__Data provided__
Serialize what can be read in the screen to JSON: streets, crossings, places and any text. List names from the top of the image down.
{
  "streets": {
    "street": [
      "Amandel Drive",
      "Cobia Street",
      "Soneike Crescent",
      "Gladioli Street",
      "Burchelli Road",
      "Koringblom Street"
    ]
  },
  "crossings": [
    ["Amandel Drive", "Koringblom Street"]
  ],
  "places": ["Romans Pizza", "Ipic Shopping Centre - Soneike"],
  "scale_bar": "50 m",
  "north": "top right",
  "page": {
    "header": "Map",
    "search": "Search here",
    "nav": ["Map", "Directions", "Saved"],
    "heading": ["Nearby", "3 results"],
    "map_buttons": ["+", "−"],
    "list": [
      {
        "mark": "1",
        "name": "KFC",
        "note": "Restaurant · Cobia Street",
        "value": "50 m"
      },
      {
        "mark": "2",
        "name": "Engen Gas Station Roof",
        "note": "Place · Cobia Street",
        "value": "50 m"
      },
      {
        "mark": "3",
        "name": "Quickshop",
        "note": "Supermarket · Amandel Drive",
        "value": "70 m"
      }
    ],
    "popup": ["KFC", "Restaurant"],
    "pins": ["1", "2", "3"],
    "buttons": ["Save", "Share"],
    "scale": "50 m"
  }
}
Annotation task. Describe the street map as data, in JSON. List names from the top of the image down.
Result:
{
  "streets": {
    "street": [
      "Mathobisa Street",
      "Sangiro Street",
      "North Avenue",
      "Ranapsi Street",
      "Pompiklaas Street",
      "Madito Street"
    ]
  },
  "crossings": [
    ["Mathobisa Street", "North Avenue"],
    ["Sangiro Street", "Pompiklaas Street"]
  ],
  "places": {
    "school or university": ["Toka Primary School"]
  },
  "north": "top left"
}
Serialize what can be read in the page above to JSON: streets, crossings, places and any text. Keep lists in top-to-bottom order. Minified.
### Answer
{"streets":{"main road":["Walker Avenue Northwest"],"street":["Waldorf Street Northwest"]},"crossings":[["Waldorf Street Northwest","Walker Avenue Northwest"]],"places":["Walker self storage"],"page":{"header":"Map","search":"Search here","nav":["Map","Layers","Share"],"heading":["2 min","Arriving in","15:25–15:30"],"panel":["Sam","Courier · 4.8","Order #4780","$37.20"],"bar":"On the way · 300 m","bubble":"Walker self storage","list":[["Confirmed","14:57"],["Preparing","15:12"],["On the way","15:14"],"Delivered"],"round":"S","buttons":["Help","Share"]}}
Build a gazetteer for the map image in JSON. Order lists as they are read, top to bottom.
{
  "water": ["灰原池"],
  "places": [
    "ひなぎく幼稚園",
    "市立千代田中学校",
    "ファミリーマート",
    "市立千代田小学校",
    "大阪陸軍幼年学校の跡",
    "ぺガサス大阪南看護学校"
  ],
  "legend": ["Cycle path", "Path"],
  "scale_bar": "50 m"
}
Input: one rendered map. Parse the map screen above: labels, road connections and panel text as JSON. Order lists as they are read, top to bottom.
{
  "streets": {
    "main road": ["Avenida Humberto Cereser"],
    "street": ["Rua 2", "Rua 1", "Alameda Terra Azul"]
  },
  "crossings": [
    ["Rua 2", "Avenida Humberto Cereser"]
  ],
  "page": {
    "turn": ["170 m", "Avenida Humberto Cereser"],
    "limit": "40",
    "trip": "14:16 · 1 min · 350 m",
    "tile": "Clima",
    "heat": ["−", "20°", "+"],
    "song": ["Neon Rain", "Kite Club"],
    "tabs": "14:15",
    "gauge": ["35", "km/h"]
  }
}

__Aim of the exercise__
Extract from the listing above the lines between the line containing "Annotation task. Describe" and the line containing "Serialize what can be read in the page", keeping both of those lines. Output nothing else.

__Result of this task__
Annotation task. Describe the street map as data, in JSON. List names from the top of the image down.
Result:
{
  "streets": {
    "street": [
      "Mathobisa Street",
      "Sangiro Street",
      "North Avenue",
      "Ranapsi Street",
      "Pompiklaas Street",
      "Madito Street"
    ]
  },
  "crossings": [
    ["Mathobisa Street", "North Avenue"],
    ["Sangiro Street", "Pompiklaas Street"]
  ],
  "places": {
    "school or university": ["Toka Primary School"]
  },
  "north": "top left"
}
Serialize what can be read in the page above to JSON: streets, crossings, places and any text. Keep lists in top-to-bottom order. Minified.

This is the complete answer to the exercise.